TensorRT 11 support (Blackwell / strongly-typed networks), incl. FP16 by gweber · Pull Request #1206 · lightvector/KataGo

gweber · 2026-06-06T22:40:11Z

Summary

Makes the TensorRT backend build and run against TensorRT 11 (e.g. on Blackwell / sm_120/sm_121 with CUDA 13), including FP16. Currently the backend fails to compile against TRT 11, and TRT 10 doesn't support these GPUs — so there's no working TRT path on the newest NVIDIA hardware today. Related: #1041 (RTX 5090 / Blackwell).

The change is in two commits that tell the story: first the FP32 port (gets it compiling + correct), then FP16 restored.

Why

TensorRT 11 removes weakly-typed networks and the entire builder-driven mixed-precision mechanism this backend relied on: BuilderFlag::kFP16, IBuilder::platformHasFastFp16(), per-layer ILayer::setPrecision()/setOutputType(), ITensor::setType(), kOBEY/kPREFER_PRECISION_CONSTRAINTS, and the kEXPLICIT_BATCH network-creation flag are all gone. Every network is now strongly typed: a tensor's precision is whatever the network (or parsed ONNX graph) declares, and the builder will not silently insert reformats.

What changed

1. FP32 strongly-typed port (neuralnet/trtbackend.cpp, command/sandbox.cpp)

createNetworkV2(0U) instead of the removed kEXPLICIT_BATCH flag.
Drop the kFP16/precision-constraint flags, platformHasFastFp16(), the post-parse FP32 pin loop, and all setPrecision/setType calls (the graph carries its own types now).
Outputs constrained to linear layout via setAllowedFormats only.

2. FP16 in the ONNX graph (neuralnet/onnxmodelbuilder.{cpp,h})
Under strongly-typed networks FP16 has to live in the graph, so OnnxModelBuilder gains a convertGraphToFloat16 post-pass: after the FP32 graph is built, every node is rewritten to FP16 except the numerically-sensitive regions — the RMSNorm square -> reduce -> sqrt reductions and the trunk tip + policy/value heads (exactly the node sets the old weakly-typed path pinned via setPrecision + kOBEY_PRECISION_CONSTRAINTS).
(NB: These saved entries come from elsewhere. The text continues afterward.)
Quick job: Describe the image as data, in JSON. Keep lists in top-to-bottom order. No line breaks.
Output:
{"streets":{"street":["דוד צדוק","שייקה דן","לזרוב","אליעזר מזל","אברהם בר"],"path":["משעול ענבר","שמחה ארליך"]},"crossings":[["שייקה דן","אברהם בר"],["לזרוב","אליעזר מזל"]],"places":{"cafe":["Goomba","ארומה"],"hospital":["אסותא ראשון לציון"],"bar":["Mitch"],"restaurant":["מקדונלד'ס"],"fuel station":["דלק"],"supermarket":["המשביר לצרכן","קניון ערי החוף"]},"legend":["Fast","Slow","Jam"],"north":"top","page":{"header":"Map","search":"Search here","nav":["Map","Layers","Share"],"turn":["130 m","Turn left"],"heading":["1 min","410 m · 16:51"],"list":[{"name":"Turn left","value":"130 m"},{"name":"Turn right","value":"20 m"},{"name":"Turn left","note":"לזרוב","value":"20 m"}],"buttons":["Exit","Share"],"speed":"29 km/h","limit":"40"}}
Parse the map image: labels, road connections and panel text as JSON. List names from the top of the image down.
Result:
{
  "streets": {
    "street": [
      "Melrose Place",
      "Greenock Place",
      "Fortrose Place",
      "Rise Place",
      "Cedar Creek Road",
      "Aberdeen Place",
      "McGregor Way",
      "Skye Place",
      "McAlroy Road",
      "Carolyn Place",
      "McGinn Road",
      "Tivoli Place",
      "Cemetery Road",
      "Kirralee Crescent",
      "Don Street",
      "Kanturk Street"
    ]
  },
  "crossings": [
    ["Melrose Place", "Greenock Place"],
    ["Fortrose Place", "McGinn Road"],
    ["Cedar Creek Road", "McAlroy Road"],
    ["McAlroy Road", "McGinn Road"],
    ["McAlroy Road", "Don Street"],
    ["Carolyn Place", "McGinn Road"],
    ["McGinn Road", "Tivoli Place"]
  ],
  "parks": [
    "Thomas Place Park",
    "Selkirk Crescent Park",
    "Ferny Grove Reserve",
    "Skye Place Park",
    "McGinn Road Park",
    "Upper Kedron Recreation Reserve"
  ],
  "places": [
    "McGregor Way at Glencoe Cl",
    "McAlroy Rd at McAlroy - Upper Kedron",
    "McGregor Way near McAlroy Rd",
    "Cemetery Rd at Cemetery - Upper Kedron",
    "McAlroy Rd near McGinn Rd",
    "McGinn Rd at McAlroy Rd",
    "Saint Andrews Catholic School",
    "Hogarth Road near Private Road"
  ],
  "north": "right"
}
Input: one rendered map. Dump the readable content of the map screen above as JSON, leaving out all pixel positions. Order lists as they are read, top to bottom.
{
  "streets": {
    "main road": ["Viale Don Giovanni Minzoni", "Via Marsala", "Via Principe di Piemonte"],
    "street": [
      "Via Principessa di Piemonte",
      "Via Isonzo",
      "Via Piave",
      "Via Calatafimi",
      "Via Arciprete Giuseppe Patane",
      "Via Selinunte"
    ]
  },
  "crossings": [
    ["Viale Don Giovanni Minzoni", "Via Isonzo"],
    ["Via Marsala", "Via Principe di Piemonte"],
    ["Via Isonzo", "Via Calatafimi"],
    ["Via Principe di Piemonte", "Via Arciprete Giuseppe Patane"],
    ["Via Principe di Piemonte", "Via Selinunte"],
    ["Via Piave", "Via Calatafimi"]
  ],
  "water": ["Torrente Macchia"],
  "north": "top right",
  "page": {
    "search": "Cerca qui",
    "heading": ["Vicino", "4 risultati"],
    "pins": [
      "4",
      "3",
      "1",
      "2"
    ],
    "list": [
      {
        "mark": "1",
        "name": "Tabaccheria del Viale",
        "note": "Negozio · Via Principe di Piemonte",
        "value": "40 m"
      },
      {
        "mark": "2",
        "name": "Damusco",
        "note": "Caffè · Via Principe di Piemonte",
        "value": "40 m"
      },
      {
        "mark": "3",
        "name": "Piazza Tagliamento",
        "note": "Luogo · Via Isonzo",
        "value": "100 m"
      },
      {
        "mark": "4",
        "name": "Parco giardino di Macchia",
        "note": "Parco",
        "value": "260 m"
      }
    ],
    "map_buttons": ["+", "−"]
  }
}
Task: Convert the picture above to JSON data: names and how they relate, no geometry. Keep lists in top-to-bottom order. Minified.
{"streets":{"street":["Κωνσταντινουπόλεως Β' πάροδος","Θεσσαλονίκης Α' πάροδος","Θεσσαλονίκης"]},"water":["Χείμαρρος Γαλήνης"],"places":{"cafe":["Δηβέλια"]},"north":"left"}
Cast nodes are inserted in topological position on every FP16<->FP32 boundary edge, and FP16-only weight initializers are converted to FP16. Graph inputs/outputs stay FP32, so InputBuffers/getOutput and the device bindings are unchanged.

floatToHalf clamps finite out-of-range values to the max finite half (±65504) instead of promoting to Inf. KataGo uses a 1e9 sentinel as the off-board attention mask bias; an Inf there yields 0*Inf = NaN ("nonfinite policy sum") in the attention softmax. Clamping preserves the masking semantics (a huge finite negative bias still drives softmax to ~0) and matches onnxconverter-common.

tuneSalt bumped to invalidate FP16-pinned plan/timing caches from older builds.

Validation

Built on a GB10 (Grace-Blackwell, sm_121) with TensorRT 11.0 / CUDA 13. katago testgpuerror against an Eigen CPU reference, 2179 positions at 9x9, on both a convnet (g170 b10c128) and an nbt-transformer (b4c256 ... rsnh):

	FP32 vs ref (winrate err avg/max)	FP16 vs ref (avg/max)
convnet	0.031% / 0.39%	0.090% / 0.93%
nbt-transformer	0.029% / 0.40%	0.081% / 0.50%

FP32 errors are at the TF32-tactic level; FP16 errors are normal half-precision magnitude, no NaN. The analysis engine returns valid policy/value/ownership. FP16 is ~2.4x the FP32 nnEval throughput on the 256-channel transformer at 19x19.

Notes

The hand-built ModelParser path (trtDisableOnnx) is ported too but is FP32-only; the default ONNX-emitter path supports FP16. useFP16=false forces a fully-FP32 engine.
Build deps unchanged except that the TRT backend needs protobuf (already required by the ONNX-emitter path).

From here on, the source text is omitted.